EXERCISE OBJECTIVE:
After reading each line of the entries, give the number of lines that contain "rows" and nothing else.
--- TASK MATERIAL Enclosed Below ---
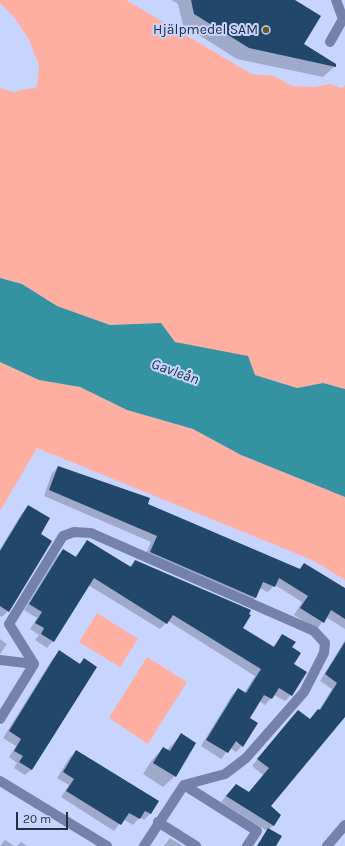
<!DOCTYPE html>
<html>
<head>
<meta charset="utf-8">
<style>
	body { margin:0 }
	#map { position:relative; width:345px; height:846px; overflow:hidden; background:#c7d5fe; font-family:Karla,sans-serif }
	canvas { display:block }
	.scale { position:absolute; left:16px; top:812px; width:52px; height:18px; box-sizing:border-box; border:2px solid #272e41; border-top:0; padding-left:5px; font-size:12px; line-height:14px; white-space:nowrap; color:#272e41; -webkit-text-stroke:3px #c7d5fe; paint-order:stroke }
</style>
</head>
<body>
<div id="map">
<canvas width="345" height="846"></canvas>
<div class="scale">20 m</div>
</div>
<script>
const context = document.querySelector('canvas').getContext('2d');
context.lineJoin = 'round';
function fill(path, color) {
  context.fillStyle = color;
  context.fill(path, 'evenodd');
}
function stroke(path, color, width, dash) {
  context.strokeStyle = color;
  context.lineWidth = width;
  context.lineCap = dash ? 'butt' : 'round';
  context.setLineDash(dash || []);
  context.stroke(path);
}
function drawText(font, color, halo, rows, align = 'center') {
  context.font = font + ' Karla,sans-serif';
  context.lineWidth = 4;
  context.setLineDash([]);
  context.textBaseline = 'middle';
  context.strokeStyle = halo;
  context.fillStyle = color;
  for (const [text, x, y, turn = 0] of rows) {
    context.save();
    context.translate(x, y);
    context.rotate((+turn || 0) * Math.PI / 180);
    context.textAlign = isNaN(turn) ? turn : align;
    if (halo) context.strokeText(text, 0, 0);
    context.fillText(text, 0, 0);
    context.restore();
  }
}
const green = new Path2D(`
	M0,0H126L252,74L274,76L292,86L315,87L330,84L342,88L345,85V389L323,383L297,388L255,375L175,342L161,323L110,325L57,306L22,284L0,278V88L13,92L37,87L39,65L28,38L14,17L0,3Z
	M0,362L39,380L80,387L127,410L193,429L241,455L345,497V580L312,560L37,448L0,511Z
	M97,613L138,639L120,667L79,642Z
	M147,657L187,682L148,744L109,718Z`);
const water = new Path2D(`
	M0,278L22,284L57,306L110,325L161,323L175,342L248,356L255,375L297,388L323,383L345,389V497L241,455L193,429L127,410L80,387L39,380L0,362Z`);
const shadow = new Path2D(`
	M171,0H293L302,45L335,66L323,77L237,59L183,25L178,4Z
	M58,467L299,570L304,564L345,590V629L326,617L317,629L294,615L302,602L275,585L268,592L259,588L255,598L249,604L144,558L151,542L44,496L52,473Z
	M29,506L39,534L8,611L2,617L0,616V549L22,513Z
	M87,542L129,567L136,561L273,647L283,635L291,648L293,664L291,695L285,701L274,695L265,705L259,701L249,718L256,723L242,746L236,752L230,748L221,759L201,746L232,695L238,689L244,693L255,676L168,621L160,629L88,585L53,641L47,648L35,640L39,635L30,629L37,618L24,610L57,556L63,550L75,557Z
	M0,639L7,644L0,654Z
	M345,640V715L270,806L274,825L269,829L274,846H257L267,831L221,802L230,791L248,793L263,775L252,766L292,717L309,720L319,710L332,689L320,681Z
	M60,652L79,664L84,660L32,769L25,775L14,768L17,763L9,757L16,746L3,738L53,658Z
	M181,735L175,776L163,787L143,774L152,760L163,748L167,750Z
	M77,751L158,801L150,814L144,820L140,817L133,825L123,819L114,831L61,797L69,785L57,778L70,757Z
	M170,838L183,846H164Z
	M5,840L14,846H0Z
	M21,842L27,846H17Z`);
const building = new Path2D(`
	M191,0H295L321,16L304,44L336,64V67L249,48L194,14Z
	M58,466L150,498L148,504L300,569L304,563L345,588V619L331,610L324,623L300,608L308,596L279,578L275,587L263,582L256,598L150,552L157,536L49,490Z
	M28,505L50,518L41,534L52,541L9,612L0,606V551Z
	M87,540L131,567L135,560L251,610L249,614L251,615L243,628L274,647L282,634L296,642L292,647L301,653L294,664L307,672L292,696L279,688L272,699L264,695L250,718L258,723L243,747L236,741L228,753L206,740L238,688L246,693L261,669L173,615L167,624L94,578L54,642L41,634L44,628L35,623L42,612L29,604L63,549L76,557Z
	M345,642V717L271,806L281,815L274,826L226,796L236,784L249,792L269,768L257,759L298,710L310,719L318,709L320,710L337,683L325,674Z
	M59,650L80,664L84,658L97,667L32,770L19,762L23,756L14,751L21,739L9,731Z
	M181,733L196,743L176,777L153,763L163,747L170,751Z
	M76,750L159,801L151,814L145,811L140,819L129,813L121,825L66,791L74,779L63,772Z
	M268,828L282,836L276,846H257Z`);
const minor = new Path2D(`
	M330,42L343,19L336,0
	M0,660L34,664L0,719
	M34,664L9,624L63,536L74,532L91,533L314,631L325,643L324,653L304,692L246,758L225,774L184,785
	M0,781L107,846
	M158,822L196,846
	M144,846L184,785L257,831L247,846
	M327,846L345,825`);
const markers = [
	[266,30,4,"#685724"]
];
const poiNames = [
	["Hjälpmedel SAM",258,30]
];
const waterNames = [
	["Gavleån",175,372,20]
];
fill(green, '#ffafa1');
fill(water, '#3492a1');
fill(shadow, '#0003');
fill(building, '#23476a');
stroke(minor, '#7381ab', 10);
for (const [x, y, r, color] of markers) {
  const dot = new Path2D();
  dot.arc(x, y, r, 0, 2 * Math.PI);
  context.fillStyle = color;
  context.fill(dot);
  stroke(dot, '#c7d5fe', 1.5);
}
drawText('14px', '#272e41', '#c7d5fe', poiNames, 'right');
drawText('italic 15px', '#173439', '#c7d5fe', waterNames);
</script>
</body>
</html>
--- End of Enclosed TASK MATERIAL ---
ANSWER SECTION:
2